Thank you for your response - I apologize for not responding sooner.
You said marriage IS ITSELF an allegory. Now you are saying it is USED AS an allegory. You might need to tighten up your argumentation.
Yes, marriage at times is an allegory/is used as an allegory in Scripture. In context I was saying I believe that
Songs of Songs is not an allegory - it is a real love song about a real marriage, with the latter being an allegory of God's love for His people. I'm not sure I see any of this being contradictory as you seem to suggest.
OK, let's consider it. The love between Christ and the church is the examplar which the marriage between a man and a woman is to follow. There is no allegory here. Then the latter part of the passage speaks of a mystery in the union between Christ and the church.
I see this passage as a bit more than just showing how "The love between Christ and the church is the examplar which the marriage between a man and a woman is to follow." For example, in vv.25-27, he could have just said: "Husbands,
love your wives, even as Christ
loved the Church, and gave Himself for it..." as John does when he wrote "Greater
love than this hath no man, when any man bestoweth his life for his friends." (John 15:13) and "Hereby have we perceived
love, that He laid down His life for us: therefore we ought also to lay down our lives for the brethren." (1 John 3:16). But Paul goes further in Ephesians 5 and continues "...that he might sanctify it, and cleanse it by the washing of water through the word, that he might make it unto himself a glorious Church, not having spot or wrinkle, or any such thing: but that it should be holy and without blame." In my mind that goes far beyond simply providing an exemplar for marriage.

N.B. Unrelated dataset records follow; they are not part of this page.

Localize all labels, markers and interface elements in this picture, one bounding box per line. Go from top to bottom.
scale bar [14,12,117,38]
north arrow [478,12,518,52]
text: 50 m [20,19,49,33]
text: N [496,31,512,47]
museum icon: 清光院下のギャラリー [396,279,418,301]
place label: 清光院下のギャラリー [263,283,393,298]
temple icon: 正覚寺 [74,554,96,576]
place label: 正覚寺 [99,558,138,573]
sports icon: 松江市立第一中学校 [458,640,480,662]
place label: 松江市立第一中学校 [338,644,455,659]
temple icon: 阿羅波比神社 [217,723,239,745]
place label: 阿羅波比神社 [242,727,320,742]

Ephesians 5.31 summarizes human marriage: "For this cause shall a man leave father and mother, and shall cleave to his wife, and they twain shall be one flesh." When v.32 begins "This is a great mystery..." isn't it still referring to human marriage, followed by a conjunction of contrast (translated "but" or "however") - in other words, not an exemplar, simile, or metaphor? Is it really talking about "a mystery in the union between Christ and the church" or is it showing that human marriage can function as an allegory of divine love, neither of which we can fully understand? Isn't this "mystery" the same one referred to by Agur in Proverbs 30: "There be three things hid from me: yea, four that I know not: The way of an eagle in the air, the way of a serpent upon a stone, the way of a ship in the midst of the sea, and the way of a man with a maid." (vv.18-19)?
Is your concern is the break with what some view as a Puritan tradition of viewing Solomon's
Song of Songs as an allegory to avoid the grotesque hyper-sexualized interpretations of
The Song? I do acknowledge that danger, and I do believe the marriage described in
Songs of Songs is an allegory, but only insofar as it is describing a real, historical marriage. I also believe this interpretation is in keeping with WCF 1.9: "The infallible rule of interpretation of Scripture is the Scripture itself; and therefore, when there is a question about the true and full sense of any scripture (which is not manifold, but one), it must be searched and known by other places that speak more clearly." I believe the evidence I laid out in my paper demonstrates that
The Song was about a real, historical marriage - I would be curious to know if you find the intertextual reasoning convincing or not.